As I mentioned the other day, drug companies manage the shift from med-chem to process in a lot of different ways. (For those outside the industry, the medicinal chemists are focused on making relatively small amounts of a lot of different compounds, while the process labs concentrate on making large amounts of a few). Some places allow the med-chem labs to use whatever wild chemistry they can think up, on the theory that if a compound is really interesting the process labs will find a way to make it on scale. Others strongly discourage some kinds of chemistry (particularly nasty solvents and reagents), since real problems can occur if a lead compound comes from that sort of background.

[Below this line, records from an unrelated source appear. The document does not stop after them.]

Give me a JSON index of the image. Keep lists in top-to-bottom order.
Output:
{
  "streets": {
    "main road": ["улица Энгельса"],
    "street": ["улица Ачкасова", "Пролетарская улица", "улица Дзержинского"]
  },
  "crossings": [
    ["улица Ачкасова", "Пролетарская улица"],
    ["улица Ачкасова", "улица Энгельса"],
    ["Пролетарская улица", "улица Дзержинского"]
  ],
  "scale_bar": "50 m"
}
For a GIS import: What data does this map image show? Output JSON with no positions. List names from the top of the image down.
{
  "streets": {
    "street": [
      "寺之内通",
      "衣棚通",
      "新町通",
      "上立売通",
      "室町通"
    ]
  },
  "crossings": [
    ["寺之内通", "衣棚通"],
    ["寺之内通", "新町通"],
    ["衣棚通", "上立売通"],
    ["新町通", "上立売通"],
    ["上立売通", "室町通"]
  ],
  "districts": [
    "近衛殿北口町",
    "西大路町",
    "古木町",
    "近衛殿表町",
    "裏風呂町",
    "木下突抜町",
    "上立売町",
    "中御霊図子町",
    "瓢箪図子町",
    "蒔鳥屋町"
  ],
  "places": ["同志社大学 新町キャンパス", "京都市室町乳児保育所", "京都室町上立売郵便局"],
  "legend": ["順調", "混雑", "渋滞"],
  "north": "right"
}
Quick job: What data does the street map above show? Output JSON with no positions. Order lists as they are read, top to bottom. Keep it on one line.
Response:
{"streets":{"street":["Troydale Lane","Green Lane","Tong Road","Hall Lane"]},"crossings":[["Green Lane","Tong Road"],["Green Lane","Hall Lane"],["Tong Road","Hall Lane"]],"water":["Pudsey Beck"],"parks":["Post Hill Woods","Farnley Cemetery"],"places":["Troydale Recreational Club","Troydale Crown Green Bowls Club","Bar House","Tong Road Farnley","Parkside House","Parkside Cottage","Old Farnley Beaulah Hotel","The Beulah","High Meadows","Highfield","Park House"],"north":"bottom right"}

I incline more to the latter. Perhaps it's just a dislike of leaving messes for other people to clean up. But I'm not as pure as I might sound, because I have done some ugly reactions (mercury, organoazides, etc) in my med-chem analoging, and these were real possibilities for trouble if the compounds had ever taken off (they didn't). In these cases, the unappealing reactions were by far the fastest way into the compounds I wanted, and I figured that I'd take a quick look and see if they were any good. (The same reasoning, I'm sure, had led to most of nightmares that process groups find themselves in).

Other things being equal, though, I'd rather approach my drug analogs using something that isn't demonstrably foul. I suppose that's as good a middle ground as any - try not to use hideous reagents, but if they're the quick way into a series, go ahead - but be mindful of the tradeoff you're making. If you go the next step, where the ugly stuff is (as far as you can tell) the only way into a series, then you're taking a real risk and should only do it with a reasonable expectation that it'll be worth it. It's very hard to have reasonable expectations of that kind in medicinal chemistry, though - which is why this sort of thing shouldn't become a habit.

The comments that came in to my recent post on this topic were all over the place - I wouldn't mind seeing an informal head count of how various departments feel on this issue. If we get a decent sample, I'll post on the results.

Comments (19) + TrackBacks (0) | Category: Drug Development


1. such.ire on August 6, 2007 11:42 PM writes...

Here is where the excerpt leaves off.